*YOUR TASK*
Go through the following listing and count each line that contains the string "JSON"; the answer is that number alone.

*TASK MATERIAL*
------------------------

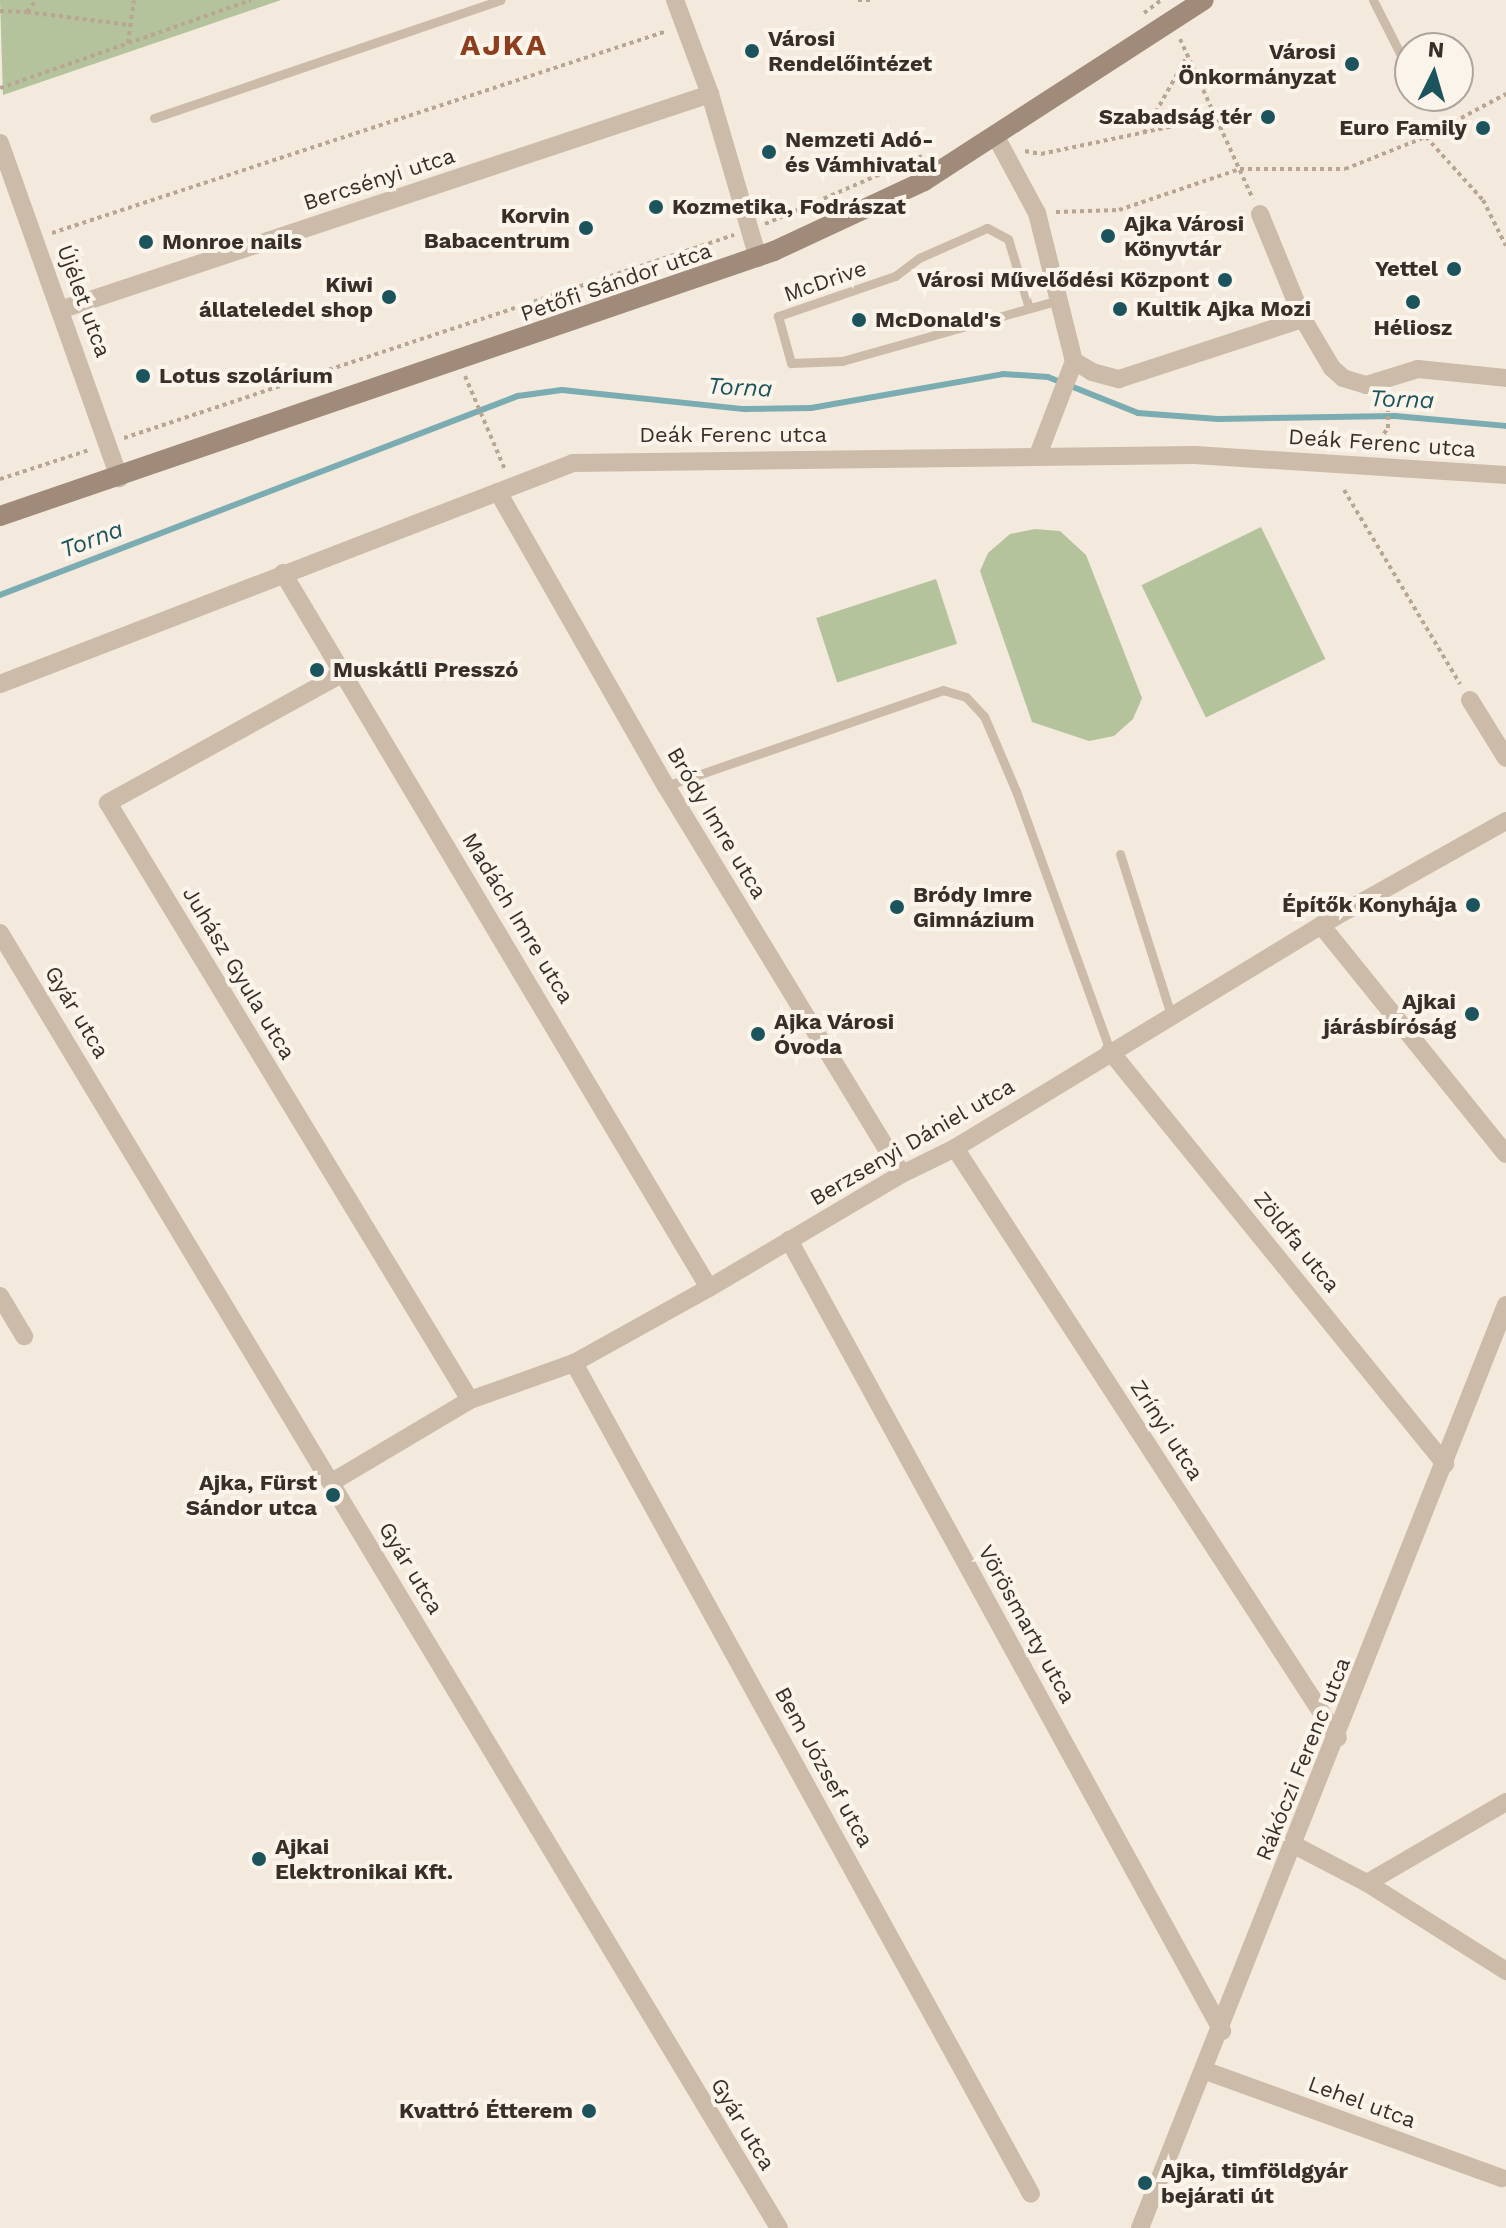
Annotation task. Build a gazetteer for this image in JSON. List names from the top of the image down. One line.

------------------------

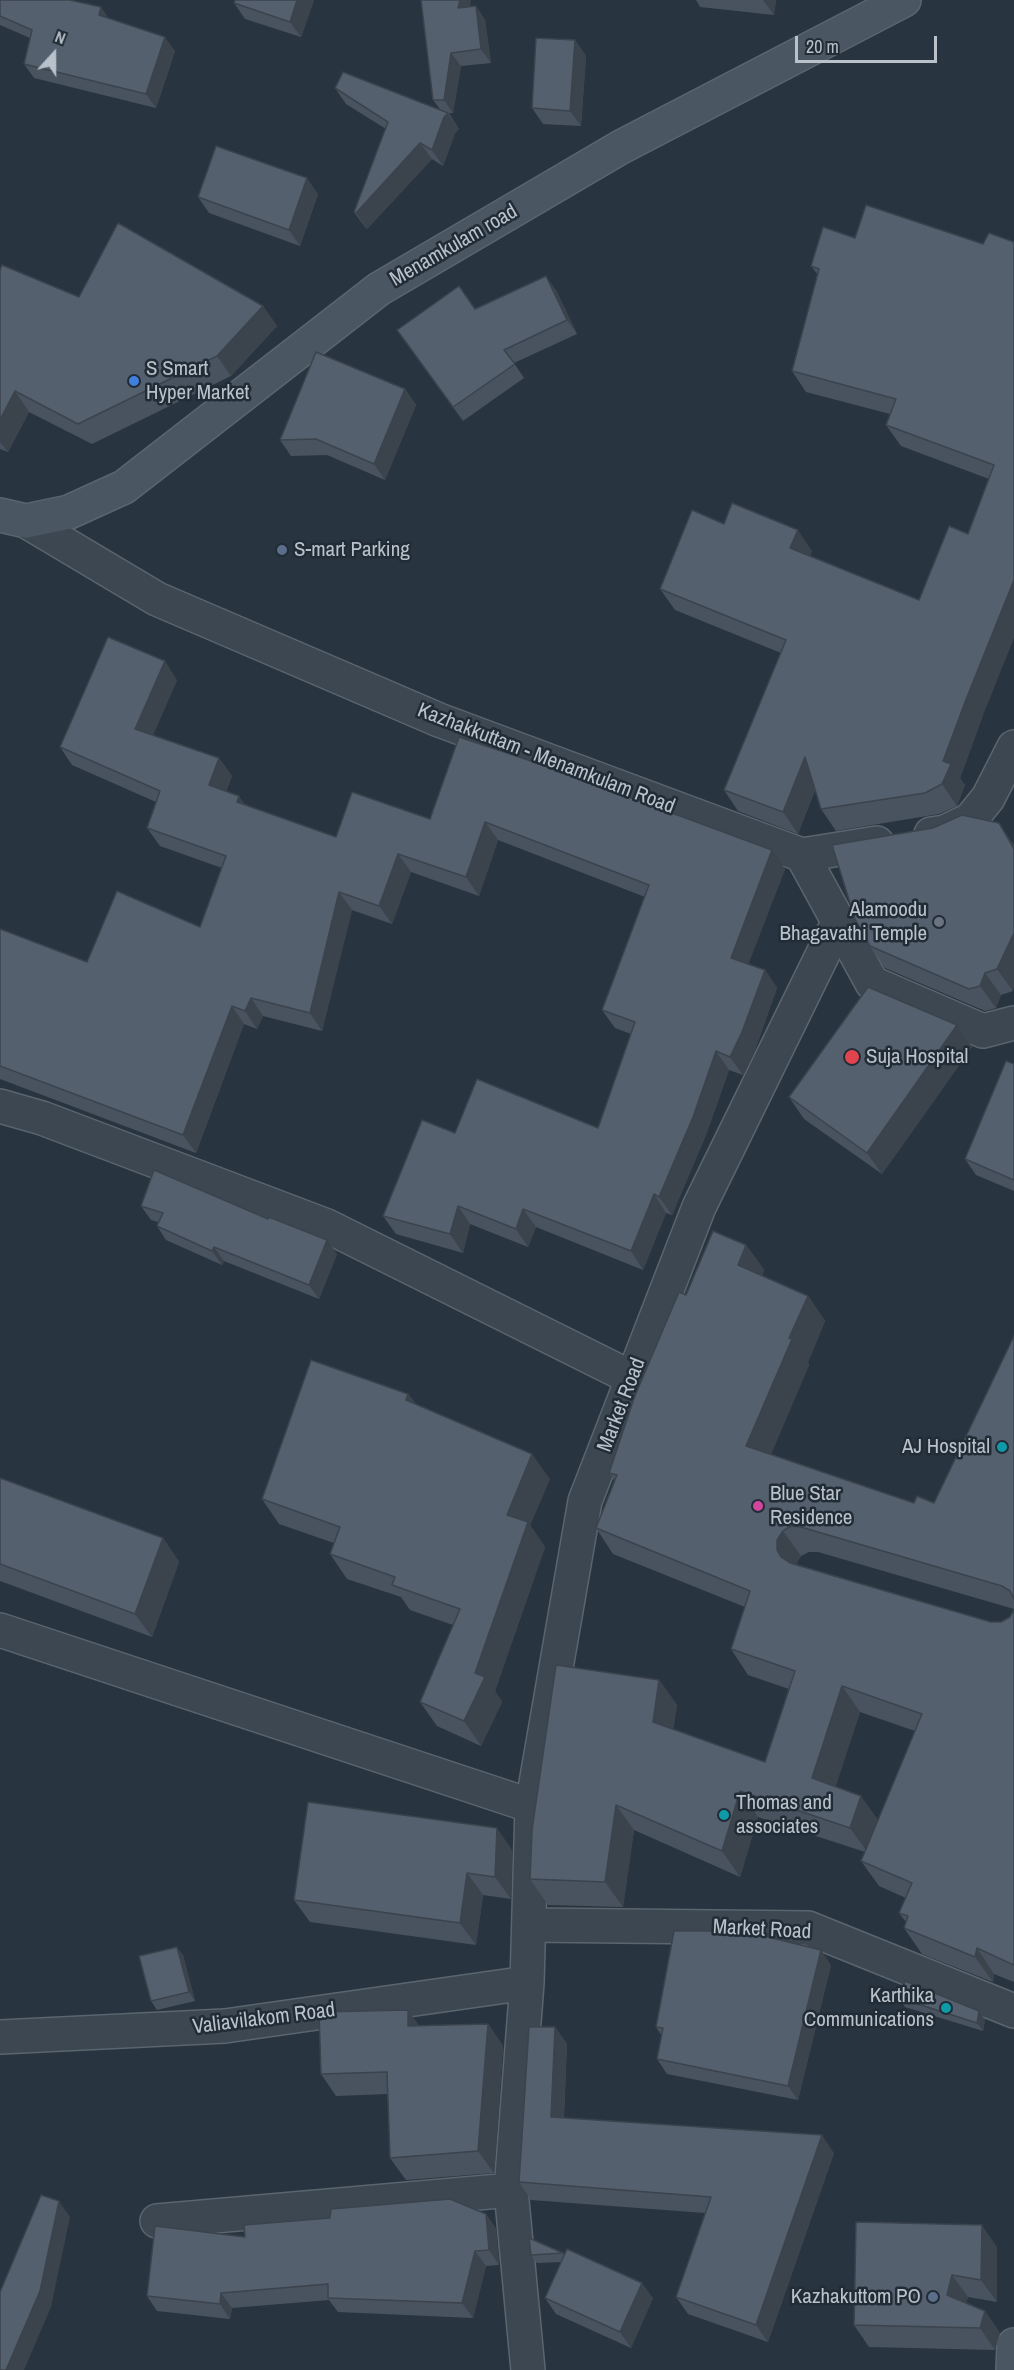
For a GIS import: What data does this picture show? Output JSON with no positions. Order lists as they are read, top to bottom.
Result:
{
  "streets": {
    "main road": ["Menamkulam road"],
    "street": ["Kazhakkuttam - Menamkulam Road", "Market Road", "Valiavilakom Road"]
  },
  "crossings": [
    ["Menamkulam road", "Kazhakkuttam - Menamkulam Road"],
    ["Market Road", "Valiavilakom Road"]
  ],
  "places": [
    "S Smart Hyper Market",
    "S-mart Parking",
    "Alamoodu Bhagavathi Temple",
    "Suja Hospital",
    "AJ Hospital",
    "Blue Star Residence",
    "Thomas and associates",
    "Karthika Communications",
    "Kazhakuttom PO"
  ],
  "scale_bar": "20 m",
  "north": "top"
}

------------------------

*RESPONSE*
2